## Exercise description
Copy each line of the records that contains the word "arrive".

## Records supplied
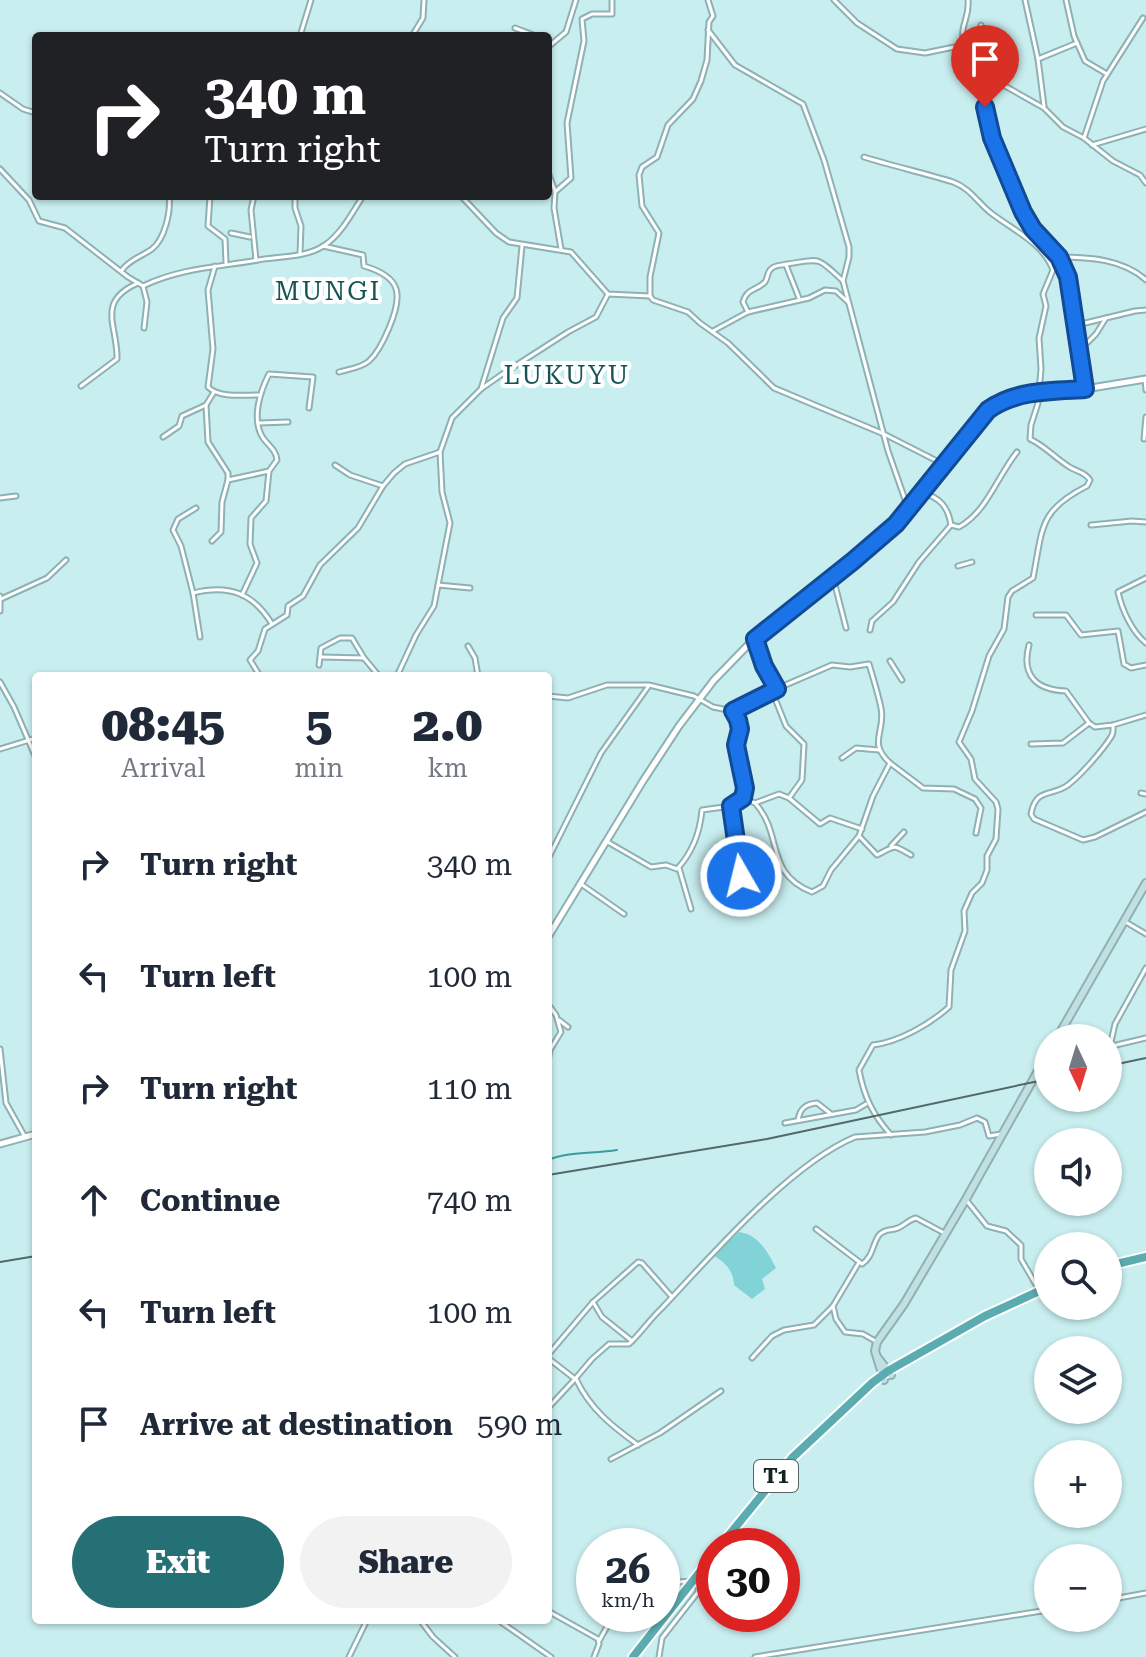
<!DOCTYPE html>
<meta charset="utf-8">
<style>
body{margin:0;font-family:"Roboto Serif",serif;background:#f2f2f3;color:#1f2937;height:100vh;display:flex;flex-direction:column;font-size:30px;white-space:nowrap}
*{box-sizing:border-box;margin:0}
p{font-size:26px;color:#747a83}
.icon{flex:none;width:44px;height:44px;fill:none;stroke:currentColor;stroke-width:2;stroke-linecap:round;stroke-linejoin:round}
.map{position:relative;flex:1;overflow:hidden}
.details{position:absolute;left:32px;top:672px;width:520px;height:952px;display:flex;flex-direction:column;background:#fff;border-radius:8px;box-shadow:0 2px 6px #0004}
.details>*{flex:none}
.guide{position:absolute;left:32px;top:32px;width:520px;height:168px;border-radius:8px;box-shadow:0 2px 6px #0004;background:#202124;color:#fff;overflow:hidden}
.needle{width:52px;rotate:176deg}
.fabs{position:absolute;left:1034px;top:1024px;display:grid;gap:16px}
.fabs a{display:grid;place-items:center;width:88px;height:88px;border-radius:50%;background:#fff;box-shadow:0 2px 6px #0004;font-size:40px}
.speed{position:absolute;left:576px;top:1528px;display:flex;gap:16px;font-size:40px;font-weight:700;text-align:center}
.speed>*{display:grid;place-content:center;width:104px;height:104px;border-radius:50%;background:#fff;box-shadow:0 2px 6px #0004;line-height:1}
.speed small{font-size:20px;font-weight:400}
.speed .limit{border:12px solid #d22;background:#fff;color:#111}
.pin{position:absolute;display:grid;place-items:center;width:68px;height:68px;color:#fff;margin:-82px -34px;border-radius:50% 50% 50% 0;rotate:-45deg;box-shadow:0 0 8px #0007}
.pin .icon{rotate:45deg}
.me{position:absolute;width:88px;margin:-44px;rotate:352deg;stroke-linejoin:round;filter:drop-shadow(0 0 6px #0008)}
.turn{display:flex;align-items:center;gap:28px;height:168px;padding:0 40px;font-size:36px}
.turn .icon{width:104px;height:104px;stroke-width:2.5}
.turn b{display:block;font-size:56px;line-height:68px}
.eta{display:flex;justify-content:space-evenly;align-items:center;height:136px;text-align:center}
.eta b{font-size:48px;font-weight:800;line-height:56px}
.action{display:flex;gap:16px;margin-top:auto;padding:16px 40px}
.action a{flex:1;height:92px;border-radius:48px;background:#257074;color:#fff;font-size:32px;font-weight:800;line-height:92px;text-align:center}
.action a+a{background:#f2f2f3;color:#1f2937}
ul{padding:0;list-style:none}
li{display:flex;align-items:center;gap:24px;height:112px;padding:0 40px}
li div{flex:1}
li b{display:block;font-size:30px}
li em{font-style:normal}
.map>svg:first-child{display:block}
.green{fill:#82d3d7}
.lines{fill:none;stroke-linecap:round;stroke-linejoin:round}
.stream{stroke:#3b9ca0;stroke-width:2}
.minor-casing{stroke:#8eb1b3;stroke-width:7}
.tertiary-casing{stroke:#8eb1b3;stroke-width:9}
.secondary-casing{stroke:#8eb1b3;stroke-width:10}
.trunk-casing{stroke:#fff;stroke-width:12}
.minor{stroke:#fff;stroke-width:3}
.tertiary{stroke:#fff;stroke-width:5}
.secondary{stroke:#c2e0e2;stroke-width:6}
.trunk{stroke:#5bacb0;stroke-width:8}
.rail{stroke:#526869;stroke-width:2}
.tertiary-bridge-casing{stroke:#8eb1b3;stroke-width:9;stroke-linecap:butt}
.tertiary-bridge{stroke:#fff;stroke-width:5}
.route-casing{stroke:#114b97;stroke-width:20}
.route{stroke:#1a73e8;stroke-width:14}
.labels{text-anchor:middle;stroke-width:8;stroke-linejoin:round;paint-order:stroke}
.shield{fill:#fff;stroke:#5a6464;stroke-width:2}
.shield-label{font-size:20px;font-weight:bold;fill:#132121}
.quarter-label{font-size:26px;letter-spacing:2px;fill:#175457;stroke:#fff}
</style>
<div class="map">
<svg width="1146" height="1657" viewBox="0 0 1146 1657">
<rect width="100%" height="100%" fill="#c9eef0"/>
<path class="green" d="M739,1232C758,1234 768,1252 776,1268L762,1279L765,1289L752,1299L734,1285C733,1269 725,1263 713,1255L725,1241H729Z"/>
<g class="lines">
<path class="stream" d="M548,1160C569,1151 594,1154 617,1150"/>
<g class="minor-casing">
<g id="minor">
<polyline points="834,0 857,23 897,49 925,53 964,45 989,77 1044,108 1063,127 1084,138 1113,161 1140,175 1146,183"/>
<polyline points="1025,0 1038,59 1044,106"/>
<polyline points="1066,0 1074,36 1085,61 1107,74"/>
<polyline points="515,28 536,36"/>
<polyline points="708,30 735,65 803,104 824,160 849,247 849,257 843,281 888,451 908,508"/>
<polyline points="300,36 311,0"/>
<polyline points="412,36 423,18 424,0"/>
<path d="M964,45C959,23 970,20 968,0"/>
<polyline points="548,47 566,32 576,0"/>
<polyline points="968,50 977,39 981,25"/>
<polyline points="1038,59 1077,43"/>
<polyline points="999,83 989,91 986,98 989,130 1023,212 1033,229 1059,257 1068,277 1085,389"/>
<polyline points="0,93 23,109 36,113"/>
<polyline points="1084,138 1103,81 1143,18"/>
<polyline points="1092,145 1146,129"/>
<path d="M864,157C893,166 924,173 953,182C970,188 978,203 991,213C1013,230 1043,243 1053,270L1043,294L1046,306L1039,338L1041,369L1038,403L1031,425L1030,439C1045,446 1054,457 1068,466C1076,472 1084,471 1090,480L1087,486C1038,511 1043,528 1033,578L1012,591L1008,597L1004,629L989,656L972,711L959,742L971,759L975,779L996,802L998,809L996,839L987,856V870L982,883L972,893L964,911L965,931L951,970L949,1007C930,1024 899,1042 873,1045L859,1070C864,1097 873,1115 891,1135"/>
<path d="M0,169L29,200L39,221L65,228L128,277L143,286C180,268 219,267 258,260C280,256 306,258 325,245C342,233 352,213 363,196"/>
<polyline points="548,172 555,191"/>
<polyline points="210,196 208,226 225,239 226,263"/>
<polyline points="254,196 251,210 256,260"/>
<polyline points="295,196 295,208 301,226 300,254"/>
<polyline points="461,196 496,233 509,242 571,252 608,294 650,296 653,300 688,312 700,323 728,343 774,388 884,434 943,464"/>
<polyline points="231,233 250,237"/>
<path d="M323,246L363,255L364,266C402,277 403,295 389,328C384,340 378,353 369,361C361,368 349,369 339,372"/>
<polyline points="561,249 554,208 555,192 571,178 567,123 584,41 582,19 592,14 612,14 612,0"/>
<path d="M1059,257C1089,257 1123,259 1146,280"/>
<polyline points="786,265 799,298"/>
<path d="M215,266L208,290L213,349L208,387C219,398 243,395 259,395"/>
<path d="M122,270C130,259 141,257 152,249C165,239 171,211 169,196"/>
<polyline points="143,286 147,302 144,328"/>
<polyline points="650,296 650,277 659,233 642,206 639,175 642,167 657,157 668,125 693,99 701,81 707,60 709,22 713,16 708,0"/>
<path d="M748,312L743,302C747,288 756,291 765,282C768,278 767,273 770,270C775,264 781,266 787,264C822,259 816,256 843,281"/>
<polyline points="1077,325 1135,311 1146,310"/>
<polyline points="713,331 748,312 809,298 825,290 836,291 848,302"/>
<polyline points="1081,349 1096,334 1106,318"/>
<polyline points="1145,379 1146,390"/>
<path d="M81,386L117,359C118,326 95,302 138,283"/>
<polyline points="481,389 503,318 517,298 522,246"/>
<polyline points="206,405 208,442 228,473 228,480"/>
<polyline points="259,423 288,422"/>
<polyline points="163,437 179,426 182,416 206,405 214,392"/>
<polyline points="1144,439 1146,417"/>
<polyline points="335,465 350,475 383,486"/>
<path d="M922,493C940,497 948,507 951,525"/>
<polyline points="0,498 16,496"/>
<path d="M196,508L178,519L173,530L181,546L193,593C229,584 253,593 272,624"/>
<polyline points="1091,525 1132,521 1146,522"/>
<path d="M212,541L221,532L222,502L228,480L269,471L277,460C276,450 269,446 263,438C251,419 260,392 269,374L313,377L309,408"/>
<polyline points="958,566 972,562"/>
<polyline points="833,577 846,628"/>
<path d="M1146,578L1118,592C1122,610 1132,632 1146,643"/>
<polyline points="438,585 470,588"/>
<polyline points="193,593 200,637"/>
<polyline points="242,595 257,563 250,544 251,518 266,501 269,471"/>
<polyline points="0,596 0,611"/>
<polyline points="1,599 47,578 66,560"/>
<polyline points="1036,615 1066,615 1081,635 1118,631 1124,664 1131,668 1146,665"/>
<path d="M870,630L872,621L893,602L919,562L951,525L959,527C987,512 998,475 1017,452"/>
<polyline points="755,639 764,666 777,689"/>
<path d="M1029,645C1021,675 1036,690 1066,691L1089,723L1095,727L1113,725L1146,715"/>
<polyline points="468,646 475,658 478,676"/>
<polyline points="321,657 364,658"/>
<polyline points="890,661 902,680"/>
<polyline points="319,665 321,648 340,638 352,638 364,658 379,676"/>
<polyline points="260,676 250,660 258,651 265,629 287,615 288,606 303,596 320,565 358,528 383,486 394,473 405,464 440,452"/>
<polyline points="397,676 416,635 434,606 450,523 442,492 440,452 452,418 481,389 501,375 568,332 596,317 608,294"/>
<polyline points="0,682 14,707 36,758"/>
<polyline points="772,691 786,726 804,744 802,780 789,798"/>
<path d="M548,696L568,698L607,685H649L694,696L713,707L733,711L760,696L832,665L850,667L869,664C873,678 878,693 881,708C886,732 867,742 890,763L873,796L859,836L831,870L823,886L812,892C764,873 784,835 755,803"/>
<polyline points="733,711 740,729 736,745 745,788 743,798 731,806 741,876"/>
<path d="M1113,725C1113,731 1114,733 1111,737C1102,751 1081,775 1068,785C1052,797 1036,787 1031,814L1034,819L1083,840L1095,837L1146,812"/>
<polyline points="1031,744 1063,743 1089,723"/>
<polyline points="0,749 36,738"/>
<polyline points="842,758 856,748 879,750"/>
<polyline points="890,763 923,788 954,789 975,799 981,808 976,833"/>
<polyline points="1141,793 1146,794"/>
<polyline points="743,798 755,803 779,794 789,798 820,824 830,818 862,829"/>
<path d="M859,836L877,855C896,846 891,843 911,855"/>
<path d="M606,841L651,867L666,865L677,869C693,852 700,832 702,810L731,806"/>
<polyline points="891,846 904,832"/>
<polyline points="548,859 601,753 648,687"/>
<polyline points="679,868 691,909"/>
<polyline points="581,884 624,914"/>
<polyline points="1124,921 1146,934"/>
<polyline points="548,1004 556,1015 561,1032 550,1050 548,1061"/>
<polyline points="559,1020 568,1027"/>
<polyline points="1110,1046 1115,1024 1146,968"/>
<polyline points="1108,1047 1146,1038"/>
<polyline points="0,1049 6,1103 25,1137"/>
<path d="M798,1120C800,1108 806,1104 817,1103L831,1114"/>
<polyline points="785,1123 856,1110 866,1104"/>
<polyline points="967,1201 987,1226 1006,1231 1021,1245 1021,1259 1039,1290"/>
<path d="M816,1229L862,1264C873,1257 872,1245 879,1235C885,1228 891,1231 898,1228C905,1225 908,1220 916,1218L946,1234"/>
<polyline points="858,1264 833,1306 836,1319 845,1332 863,1334 877,1342"/>
<polyline points="593,1302 602,1317 632,1341"/>
<polyline points="548,1355 593,1302 638,1262 642,1263 672,1297"/>
<path d="M548,1358L575,1379L592,1359L609,1344H629C641,1333 650,1319 662,1308C711,1256 790,1164 855,1137L925,1132L960,1125L977,1118L985,1122L989,1136L1001,1134"/>
<polyline points="752,1358 772,1336 784,1330 814,1325 833,1306"/>
<path d="M576,1379C590,1409 612,1426 638,1445"/>
<polyline points="548,1408 575,1379"/>
<polyline points="611,1459 660,1433 721,1391"/>
<polyline points="1108,1600 1146,1593"/>
<polyline points="548,1611 598,1639 599,1644 594,1657"/>
<polyline points="420,1620 433,1637 455,1657"/>
<polyline points="498,1620 551,1657"/>
<polyline points="599,1641 614,1614"/>
<polyline points="349,1657 367,1620"/>
<polyline points="659,1657 662,1638 698,1592 698,1587 693,1581 662,1583"/>
<polyline points="755,1657 1048,1610"/>
</g>
</g>
<g class="tertiary-casing">
<g id="tertiary">
<polyline points="1044,391 1085,389 1146,379"/>
<polyline points="548,937 643,781 679,726 714,680 750,643 853,561 896,524 988,410 1010,398 1035,392"/>
<polyline points="0,1144 36,1134"/>
</g>
</g>
<g class="secondary-casing">
<g id="secondary">
<polyline points="1057,1038 1146,883"/>
<polyline points="878,1358 891,1375"/>
<polyline points="884,1380 875,1351 877,1342 904,1304 966,1199 1048,1053"/>
</g>
</g>
<g class="trunk-casing">
<g id="trunk">
<polyline points="1108,1266 1146,1257"/>
<polyline points="720,1546 792,1458 872,1383 888,1371 985,1316 1048,1287"/>
<polyline points="633,1657 714,1554"/>
</g>
</g>
<use href="#minor" class="minor"/>
<use href="#tertiary" class="tertiary"/>
<use href="#secondary" class="secondary"/>
<use href="#trunk" class="trunk"/>
<g class="rail">
<polyline points="1108,1066 1146,1058"/>
<polyline points="548,1175 767,1139 1048,1079"/>
<polyline points="0,1262 36,1256"/>
</g>
<g class="tertiary-bridge-casing">
<polyline id="tertiary-bridge" points="1035,392 1044,391"/>
</g>
<use href="#tertiary-bridge" class="tertiary-bridge"/>
</g>
<g class="lines">
<g class="route-casing">
<path id="route" d="M741,876L731,806L743,798L745,788L736,745L740,729L738,720L733,711L777,689L764,666L755,639L853,561L896,524L988,410C1016,390 1051,391 1085,389L1068,277L1059,257L1033,229L1023,212L992,138L985,107"/>
</g>
<use href="#route" class="route"/>
</g>
<g class="labels">
<rect class="shield" x="754" y="1460" width="44" height="32" rx="6"/>
<g class="shield-label">
<text x="776" y="1483">T1</text>
</g>
<g class="quarter-label">
<text x="328" y="300">MUNGI</text>
<text x="567" y="384">LUKUYU</text>
</g>
</g>
</svg>
<div class="fabs">
<a><svg class="needle" viewBox="-14 -14 28 28"><path d="M0-13l5 13h-10z" fill="#e53935"/><path d="M0 13l5-13h-10z" fill="#747a83"/></svg></a>
<a><svg class="icon" aria-label="sound" viewBox="0 0 24 24"><path d="M4 9h4l5-4v14l-5-4H4zM17 9q2 3 0 6"/></svg></a>
<a><svg class="icon" aria-label="search" viewBox="0 0 24 24"><circle cx="10" cy="10" r="6"/><path d="M15 15l6 6"/></svg></a>
<a><svg class="icon" aria-label="layers" viewBox="0 0 24 24"><path d="M12 4l9 5-9 5-9-5zM3 14l9 5 9-5"/></svg></a>
<a>+</a>
<a>−</a>
</div>
<div class="speed"><div>26<small>km/h</small></div><div class="limit">30</div></div>
<div class="pin" style="left:985px;top:107px;background:#d93025"><svg class="icon" aria-label="arrive" viewBox="0 0 24 24"><path d="M6 21V4h12l-3 4 3 4H6"/></svg></div>
<svg class="me" style="left:741px;top:876px" viewBox="-20 -20 40 40"><circle r="17" fill="#1a73e8" stroke="#fff" stroke-width="3"/><path d="M0-11L8 9 0 5-8 9z" fill="#fff"/></svg>
<div class="guide">
<div class="turn"><svg class="icon" aria-label="right" viewBox="0 0 24 24"><path d="M7 20v-9h11M14 6l5 5-5 5"/></svg><div><b>340 m</b>Turn right</div></div>
</div>
<section class="details">
<div class="eta">
<div><b>08:45</b><p>Arrival</p></div>
<div><b>5</b><p>min</p></div>
<div><b>2.0</b><p>km</p></div>
</div>
<ul>
<li><svg class="icon" aria-label="right" viewBox="0 0 24 24"><path d="M7 20v-9h11M14 6l5 5-5 5"/></svg><div><b>Turn right</b></div><em>340 m</em></li>
<li><svg class="icon" aria-label="left" viewBox="0 0 24 24"><path d="M17 20v-9H6M10 6l-5 5 5 5"/></svg><div><b>Turn left</b></div><em>100 m</em></li>
<li><svg class="icon" aria-label="right" viewBox="0 0 24 24"><path d="M7 20v-9h11M14 6l5 5-5 5"/></svg><div><b>Turn right</b></div><em>110 m</em></li>
<li><svg class="icon" aria-label="ahead" viewBox="0 0 24 24"><path d="M12 20V5M6 11l6-6 6 6"/></svg><div><b>Continue</b></div><em>740 m</em></li>
<li><svg class="icon" aria-label="left" viewBox="0 0 24 24"><path d="M17 20v-9H6M10 6l-5 5 5 5"/></svg><div><b>Turn left</b></div><em>100 m</em></li>
<li><svg class="icon" aria-label="arrive" viewBox="0 0 24 24"><path d="M6 21V4h12l-3 4 3 4H6"/></svg><div><b>Arrive at destination</b></div><em>590 m</em></li>
</ul>
<div class="action"><a>Exit</a><a>Share</a></div>
</section>
</div>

## Expected answer
<div class="pin" style="left:985px;top:107px;background:#d93025"><svg class="icon" aria-label="arrive" viewBox="0 0 24 24"><path d="M6 21V4h12l-3 4 3 4H6"/></svg></div>
<li><svg class="icon" aria-label="arrive" viewBox="0 0 24 24"><path d="M6 21V4h12l-3 4 3 4H6"/></svg><div><b>Arrive at destination</b></div><em>590 m</em></li>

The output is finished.